CorridorDesign

Modeling habitat patches with GIS

A habitat patch is a cluster of pixels that are good enough, big enough, and close enough together to support breeding by a particular species. In corridor modeling, patches are useful as start and end points for corridors, as steppingstones in the matrix, and as descriptors to evaluate utility of a linkage design for each focal species. In a GIS context, modeling patches requires you to set:

  • A moving window size that reflects perceptual range and landscape effects on habitat quality
  • A minimum threshold of habitat quality required for breeding
  • A minimum area to support breeding

What is a habitat patch?

A habitat patch is a cluster of pixels that are good enough, big enough, and close enough together to support breeding by a particular species. “Good enough” means that they have sufficient resources for the animal. “Big enough” reflects the fact that there needs to be enough area to support at least one breeding unit, typically considered a mating pair of animals with overlapping home ranges. “Close enough together” means that the pixels must be clustered, rather than divided into a checkerboard by too much interspersion with pixels of bad habitat. “By a particular species” emphasizes the fact that one species' breeding patch may be another species' worst nightmare.

Why are patches useful for corridor modeling?
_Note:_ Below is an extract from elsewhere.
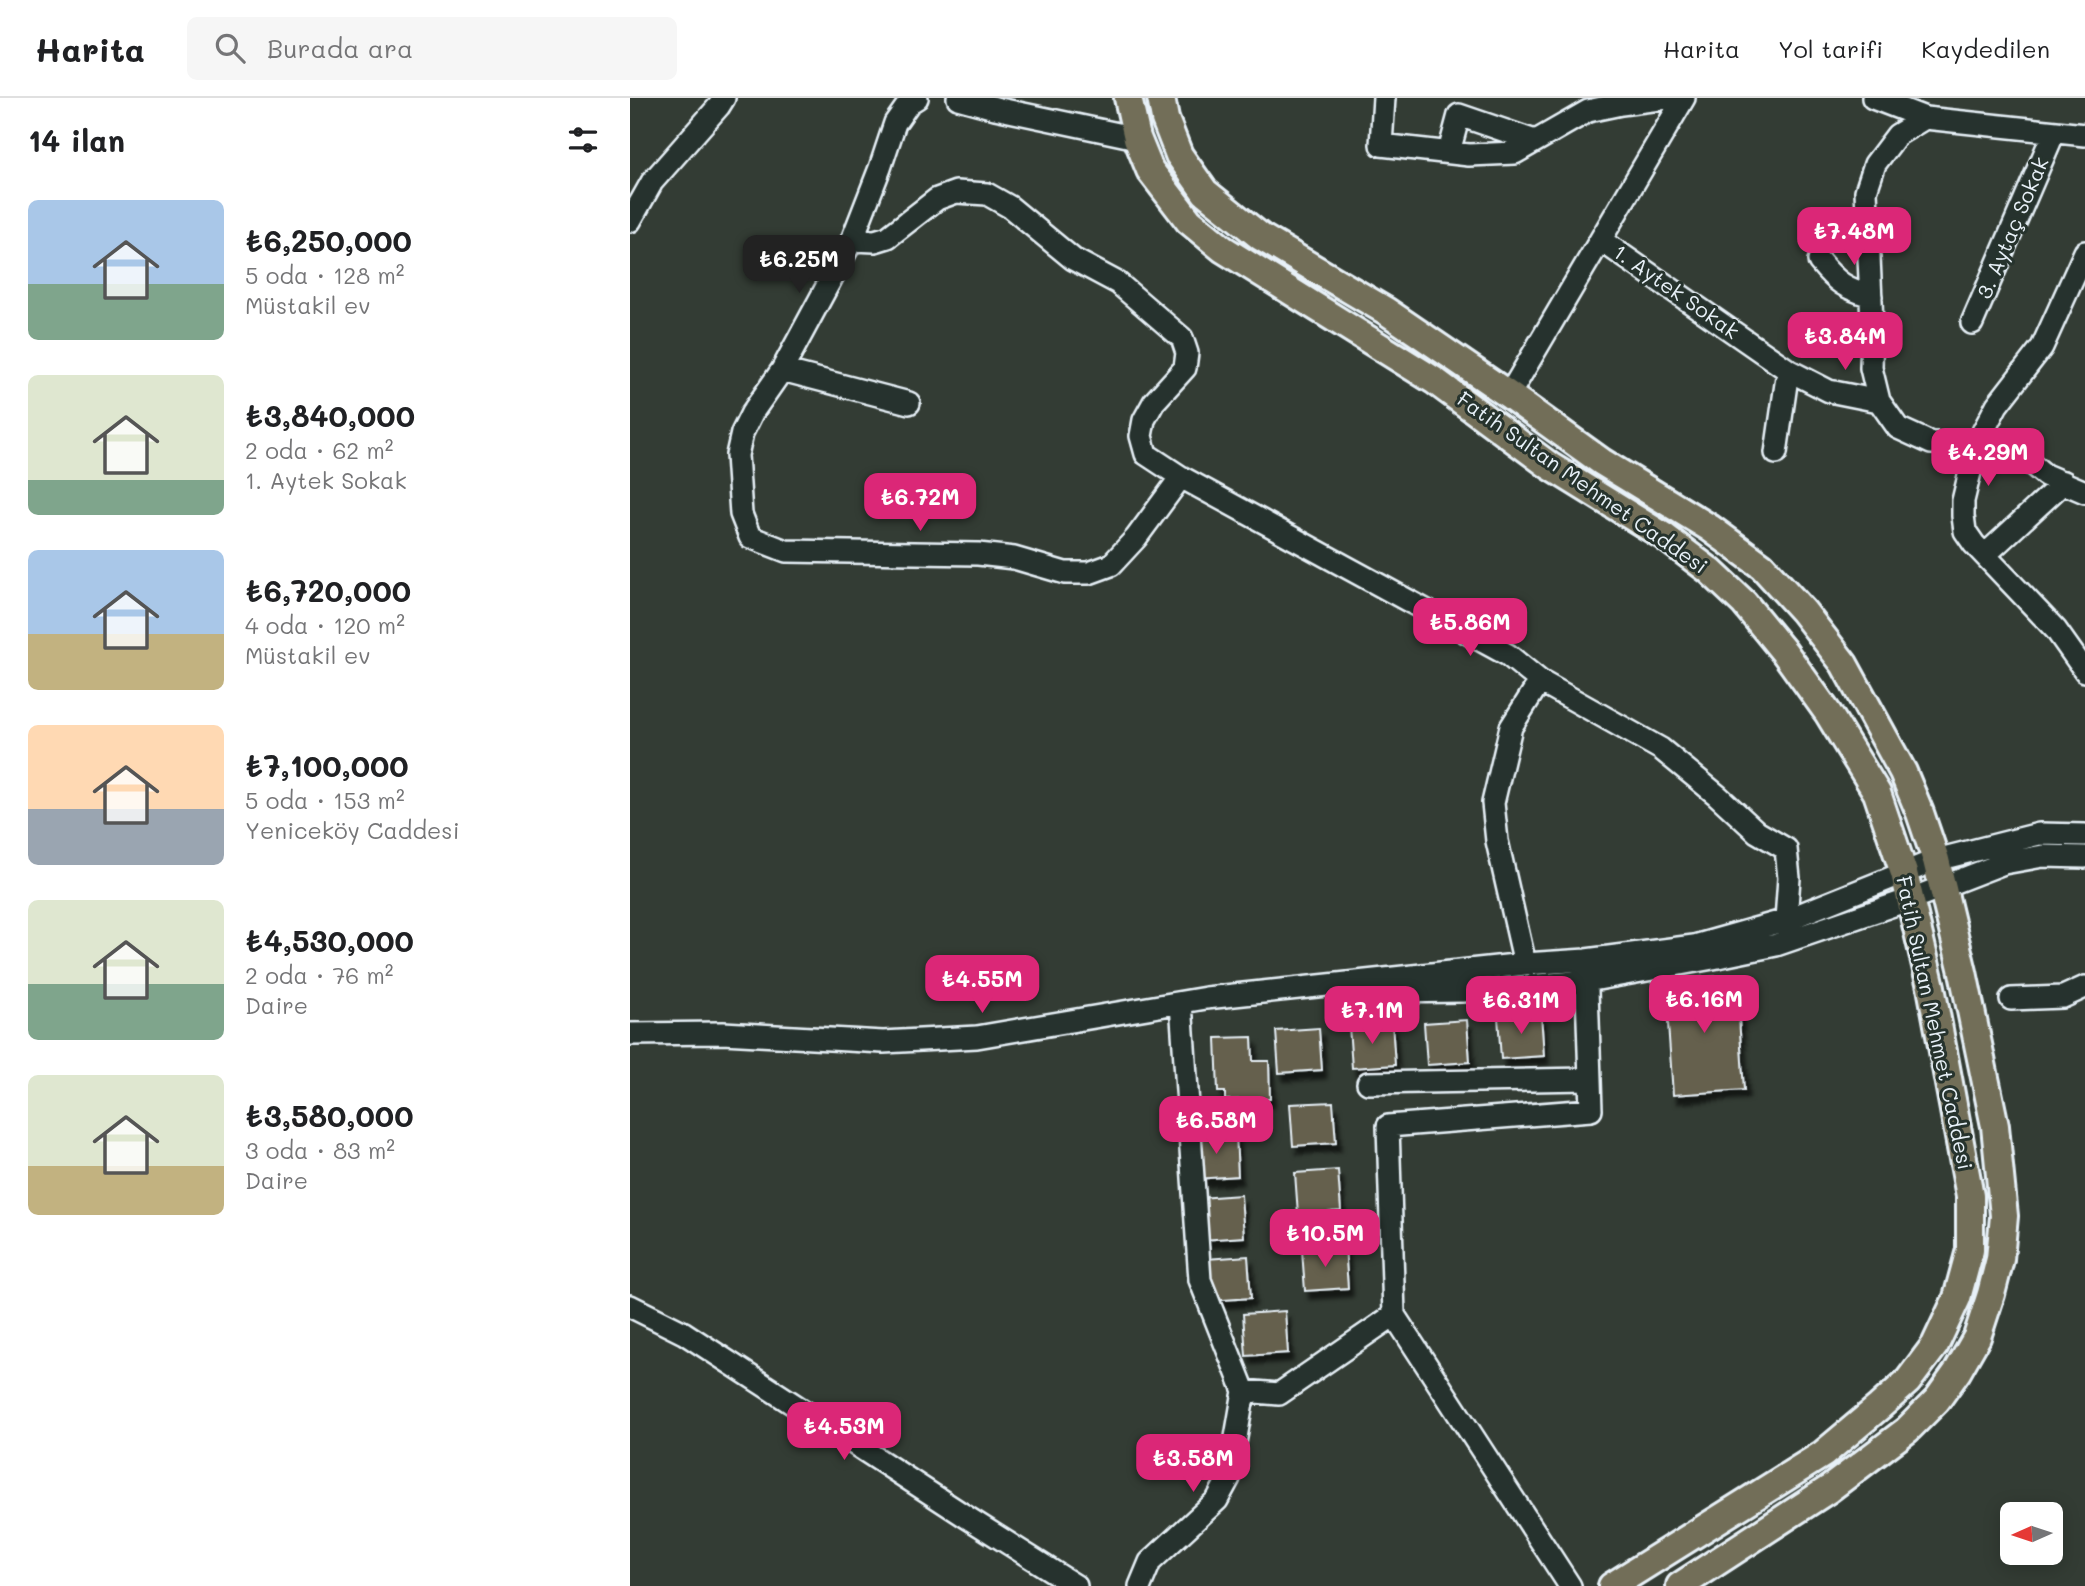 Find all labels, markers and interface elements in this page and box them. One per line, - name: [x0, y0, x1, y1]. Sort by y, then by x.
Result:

You can design a linkage without delineating habitat patches. In fact, most corridor designs do not incorporate patch models. But in our experience, modeling patches of breeding habitat is useful in three ways:

How to model and map patches

To delineate habitat patches, you must specify the threshold habitat quality for breeding, and the minimum area of suitable habitat necessary to sustain a breeding pair or population. This is easily done in a GIS, and in CorridorDesigner, by counting pixels that exceed the threshold value and that can touch at an edge or corner. However, two problems sometimes arise with this procedure in this simple form:

The procedure could fail to recognize some patches usable by an animal with a large home range. Such animals would probably “ignore” a narrow ribbon of non-habitat imbedded in otherwise suitable pixels. However, if that narrow ribbon divides the suitable pixels into two clusters, each slightly below the minimum size, this procedure would not recognize the habitat patch.

Conversely, this procedure could recognize some habitat patches that an animal would probably not use. The extreme example would be a diagonal string of pixels touching only at their corners, surrounded by pixels of very low habitat suitability. In this case, edge effects such as predators, nest parasites, or exotic species might make this area unsuitable for breeding, despite its being identified as a “patch.”

Neighborhood effects

CorridorDesigner gives you an option to address both of these problems by computing the average habitat suitability score of all pixels within a moving window around the focal pixel and using this “neighborhood habitat suitability score” to define patches. In corridor designer we use the neighborhood score only to define patches; each pixel retains its raw score in all other procedures.

Because appropriate, species-specific data are usually lacking, it is difficult to determine the optimal neighborhood size for a species. Estimates of home range size, daily spatial requirements, and the relationship between body mass and spatial requirements may all be useful in determining an ecological neighborhood. In our modeling, we used one of three moving window sizes, namely a 200-m radius, a 3x3-pixel square, and none, depending on our understanding of the biology of the species.

Threshold habitat quality

Whether you use raw habitat suitability scores or the habitat suitability in a moving window, you must specify the cutoff between breeding and non-breeding habitat. In some of our early designs, we used an arbitrary habitat suitability scale, and we designated the top 40% of the pixels as potential breeding habitat. This was obviously unsatisfactory: a species might find 100% of one landscape is suitable for breeding, and 0% of another landscape. An arbitrary 40% does not make biological sense. So we switched to a scheme in which habitat suitability scores had a biological meaning, as illustrated below.

Biological interpretation of habitat suitability scores

  • 100 = best habitat, highest survival and reproductive success
  • 80 = lowest score typically associated with successful breeding
  • 60 = lowest score associated with consistent use and breeding
  • 30 = lowest value associated with occasional use for non-breeding activities
  • All values less than 30 = avoided
  • 0 = absolute non-habitat

Assigning meaning to the scores made it much easier to assign a threshold (60 in this example). Of course, for this to work, you must parameterize habitat models explicitly keeping this framework in mind, instead of applying this framework after having already parameterized a model.

Minimum patch size

It is useful to map at least one patch size: the area sufficiently large enough to support a breeding event (usually a home range). We recommend also defining a larger habitat patch size capable of supporting a larger population of individuals. We mapped patches in two size classes, namely:

  • Population patch: an area large enough to support breeding for 10 years or more, even if the patch were isolated from interaction with other populations of the species. When population-wide data were not available, we often assumed that a habitat patch five times larger than a breeding patch would sufficiently support breeding for 10 or more years.
  • Breeding patch: An area smaller than a population patch, but large enough to at least occasionally support a single breeding event. For example, this might be an area large enough to support a single breeding pair through courtship and rearing of young to dispersal age.